Nothing in real estate is necessarily black and white. MOST banks will not allow you to assign their contracts.

<<For that matter, would they even agree to a double close?>>

Generally speaking, once you do the initial closing, they have lost any control over a second closing.

Keith

I’ve worked a lot with REO’s lately and here’s what i feel you should know…
Banks contracts are NOT assignable, what you want to do is aim for a double close. Also, put in your contract that you want to close with YOUR closing attorney, this can help smooth the whole process if you have a good attorney (or title compnay for some states).

The good news is you really don’t have to worry too much about the big bad Banks because 99.99% of the time you’re going to be dealing with the banks agent. And as we all know RE agents want to get houses SOLD! :biggrin

Just make sure your end buyer can close before your contract with the bank expires…otherwise you could be out of $1,000 earnest money. Hope this helps.

You can also put a property under contract in the name of an LLC (123 Main St, LLC). The LLC gets created after the contract is accepted. Then, you sell the LLC to your end buyer who closes the deal.

I agree that it is essential that you control the deal with your own closing attorney & lender (for your purchaser).

Chris

The bank is trying to get as much of their money back as possible. If you have a buyer for $150,000, and the bank knows it, they aren’t going to sell you the house for $90,000. They know that someone out there thinks the house is worth $150,000, so they will hold out for more money.

You are trying to convice them that the house is only worth $90,000, so they will sell you the house for $90,000. Kinda hard to do when they know you have a buyer for $150,000.

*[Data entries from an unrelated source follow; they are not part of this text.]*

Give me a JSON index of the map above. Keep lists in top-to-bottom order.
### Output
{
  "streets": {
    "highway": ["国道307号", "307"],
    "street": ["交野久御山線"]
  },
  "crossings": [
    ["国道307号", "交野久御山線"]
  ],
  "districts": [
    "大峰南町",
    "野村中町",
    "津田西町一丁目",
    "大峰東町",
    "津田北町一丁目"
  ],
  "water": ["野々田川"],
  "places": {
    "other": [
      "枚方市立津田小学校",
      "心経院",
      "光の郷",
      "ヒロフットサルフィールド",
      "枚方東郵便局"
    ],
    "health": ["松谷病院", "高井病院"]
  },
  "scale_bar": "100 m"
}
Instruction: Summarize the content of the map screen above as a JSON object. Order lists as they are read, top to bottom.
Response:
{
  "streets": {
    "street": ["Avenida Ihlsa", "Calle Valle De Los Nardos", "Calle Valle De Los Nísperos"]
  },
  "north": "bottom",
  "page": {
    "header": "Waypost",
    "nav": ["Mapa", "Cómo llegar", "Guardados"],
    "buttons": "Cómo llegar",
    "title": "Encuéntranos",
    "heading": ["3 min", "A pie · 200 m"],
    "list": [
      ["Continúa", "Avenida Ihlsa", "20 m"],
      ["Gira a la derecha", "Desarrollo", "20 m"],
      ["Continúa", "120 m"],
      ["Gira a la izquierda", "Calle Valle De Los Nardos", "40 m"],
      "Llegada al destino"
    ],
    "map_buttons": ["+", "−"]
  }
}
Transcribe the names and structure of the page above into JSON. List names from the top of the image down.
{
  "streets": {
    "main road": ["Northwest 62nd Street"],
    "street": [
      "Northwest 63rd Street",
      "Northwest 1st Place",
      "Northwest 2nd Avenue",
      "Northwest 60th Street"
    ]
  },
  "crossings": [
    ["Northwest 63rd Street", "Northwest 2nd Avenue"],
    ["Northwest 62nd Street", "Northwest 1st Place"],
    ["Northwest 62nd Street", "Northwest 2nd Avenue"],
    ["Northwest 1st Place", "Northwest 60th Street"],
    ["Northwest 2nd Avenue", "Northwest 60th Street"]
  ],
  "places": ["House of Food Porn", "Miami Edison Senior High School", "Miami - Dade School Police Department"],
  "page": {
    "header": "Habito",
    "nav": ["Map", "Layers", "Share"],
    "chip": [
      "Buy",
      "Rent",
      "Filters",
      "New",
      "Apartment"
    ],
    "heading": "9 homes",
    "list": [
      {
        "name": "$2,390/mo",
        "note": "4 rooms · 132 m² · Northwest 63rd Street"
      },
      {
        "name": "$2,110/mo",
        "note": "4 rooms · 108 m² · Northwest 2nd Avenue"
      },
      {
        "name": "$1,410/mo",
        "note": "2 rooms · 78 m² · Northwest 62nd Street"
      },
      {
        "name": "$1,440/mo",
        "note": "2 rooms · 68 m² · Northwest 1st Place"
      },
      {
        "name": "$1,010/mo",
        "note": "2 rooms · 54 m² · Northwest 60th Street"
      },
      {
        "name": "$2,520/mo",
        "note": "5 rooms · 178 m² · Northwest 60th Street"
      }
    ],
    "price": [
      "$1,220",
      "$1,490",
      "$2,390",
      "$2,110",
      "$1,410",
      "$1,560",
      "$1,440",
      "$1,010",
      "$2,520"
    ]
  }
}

If banks contracts are not assignable…
Is it legal to do so? For instance, a year later your not going to be getting a call from some attorney or something???
Also, how do you keep the bank from knowing about a double closing? Don’t you have to provide them with the contract you signed that says and/or assign?(as an exit strategy??)Or would you do a contigency for inspection/appraisal as an exit strategy on an REO?

Girldog,

When you are doing a double close, you are actually buying it from the bank, and then your buyer is buying it from you. There are 2 separate closings. The bank doesn’t care what you do with it after you buy it. They just want it closed.

You are getting assignments and double closes confused, I think. If you are doing a double close, there is no need to put and/or assigns in the contract, because you are not (and can not) assign an REO in most cases. So, you do a double close, or a simultaneous close instead. With a simultaneous close, your buyer’s funds are used to fund the transaction between you and the bank. This way you do not need to provide your own cash. You will have to find a title company who is on board with this method, though- many wil not do them.

OR, you can buy the property in an LLC and sell the LLC at closing. OR add your buyer onto your contract, close on it together, and then give them a quit claim deed after closing in exchange for your fee.

There are ways around the non-assignability issue with REOs, you just have to get creative.

Hope that clarifies,
Steph

Exactly! I’ve handled it like this, in a nutshell…

  1. Get the REO under contract from the bank: Ex. 123 main street for 50k
  2. Get a contract for your buyer to buy from you (along with earnest money) : EX. 123 Main Street for 65k
  3. Send both contracts to YOUR attorney and tell them you are doing a double close.
  4. Keep an eye on your buyer and the loan process (Make them use one of YOUR lenders if at all possible)
  5. Go to closing and pick up your check for 15k
  6. Go celebrate :beer and do it again

ArcAngel and TampaSteph- That is really good and inspiring information you given us. I just have two questions:

  1. If my exit strategy is the “Inspection Period”, than I should be good, right?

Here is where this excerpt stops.